In the 1930s, AC Spark Plugs had an ad in The Saturday Evening Post that depicted an African American as being a small monkey in a suit. Many ads during that time used monkeys or small apes in place of African Americans.






*9. Aunt Jemima*

In 1939, Aunt Jemima was making the best pancakes. Aunt Jemima always used an African American lady who was supposed to be a slave as a spokesperson. On all of the ads, she used “slave” slang.






*8. Van Heusen*

Van Heusen had an ad for ties that showed a woman on her knees serving a man coffee. When did women become slaves?






*7. Del Monte*

In 1953, Del Monte ketchup bottles got new lids. The ad was a picture of a woman opening the bottle and it read “You mean a woman can open it?”.

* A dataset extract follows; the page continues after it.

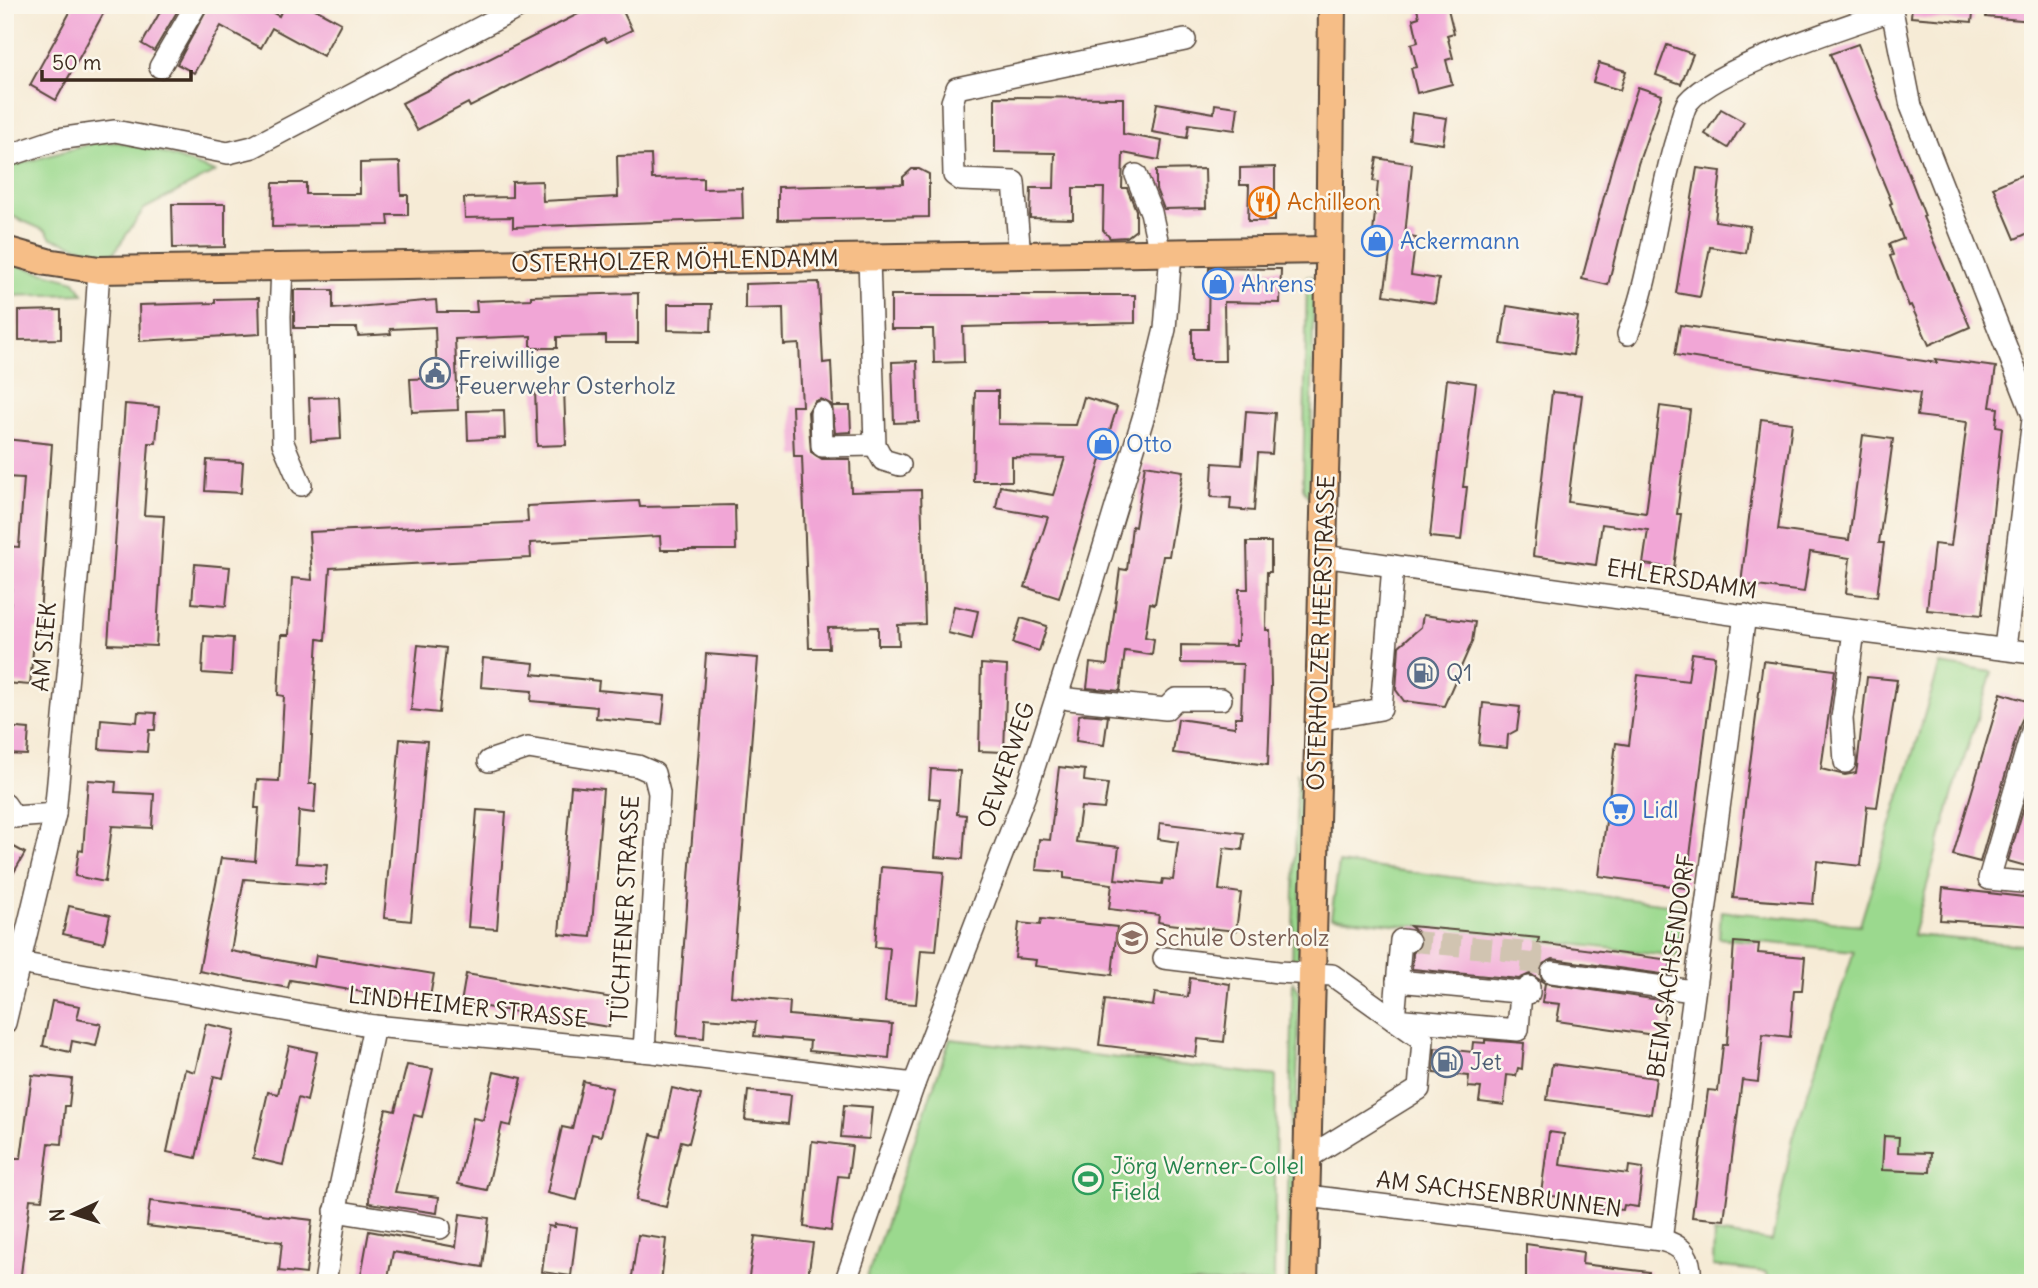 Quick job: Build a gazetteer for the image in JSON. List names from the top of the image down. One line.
{"streets":{"main road":["OSTERHOLZER MÖHLENDAMM","OSTERHOLZER HEERSTRASSE"],"street":["EHLERSDAMM","AM SIEK","OEWERWEG","TÜCHTENER STRASSE","BEIM SACHSENDORF","LINDHEIMER STRASSE","AM SACHSENBRUNNEN"]},"crossings":[["OSTERHOLZER MÖHLENDAMM","OSTERHOLZER HEERSTRASSE"],["OSTERHOLZER MÖHLENDAMM","AM SIEK"],["OSTERHOLZER MÖHLENDAMM","OEWERWEG"],["EHLERSDAMM","OSTERHOLZER HEERSTRASSE"],["EHLERSDAMM","BEIM SACHSENDORF"],["OSTERHOLZER HEERSTRASSE","AM SACHSENBRUNNEN"],["AM SIEK","LINDHEIMER STRASSE"],["OEWERWEG","LINDHEIMER STRASSE"],["TÜCHTENER STRASSE","LINDHEIMER STRASSE"],["BEIM SACHSENDORF","AM SACHSENBRUNNEN"]],"places":{"restaurant":["Achilleon"],"shop":["Ackermann","Ahrens","Otto"],"public building":["Freiwillige Feuerwehr Osterholz"],"fuel station":["Q1","Jet"],"supermarket":["Lidl"],"school or university":["Schule Osterholz"],"sports":["Jörg Werner-Collel Field"]},"scale_bar":"50 m","north":"left"}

*6. Elliott’s White Veneer*

In 1935, Elliott’s White Veneer came out with an ad that showed a young African American boy painting another young African American boy with the veneer. It stated “SEE HOW IT COVERS OVER BLACK”.






*5. General Electric*

In 1937 General Electric became racist, also. They came out with a new ad for a sink. The ad showed an African American lady, who was supposed to be a slave, standing by the sink and saying “I’se Sure Got a Good Job Now!”






*4. Drummond Sweaters*

Drummond Sweaters came out with a sexist ad that showed two men standing on top of a cliff, talking, while a woman dangled from a rope beneath them. The poster began by saying “Men are better than women”






*3. Dacron*

Dacron had a very sexist poster ad. The ad showed a picture of a lady on the floor with a rug for a body. A man was then standing on her head and was saying ” It’s nice to have a girl around the house”.






*2. Cream of Wheat*

Cream of Wheat had a poster ad of an African American man holding a chalkboard with a message written on it. Several words were misspelled as to say African Americans were ignorant.






*1. Fairy Soap*

Fairy Soap had a poster ad of a young white girl asking a young African American girl “Why doesn’t your Mama wash you with Fairy Soap?”. This siuggesting that African Americans were dirty.


----------



## sarah_elizabeth (Oct 2, 2010)

oh sweet lord can you IMAGINE the outrage if they were produced today.

projector ad: nice balloons XD


----------



## breathless (Oct 12, 2010)

wow! those are insane!


----------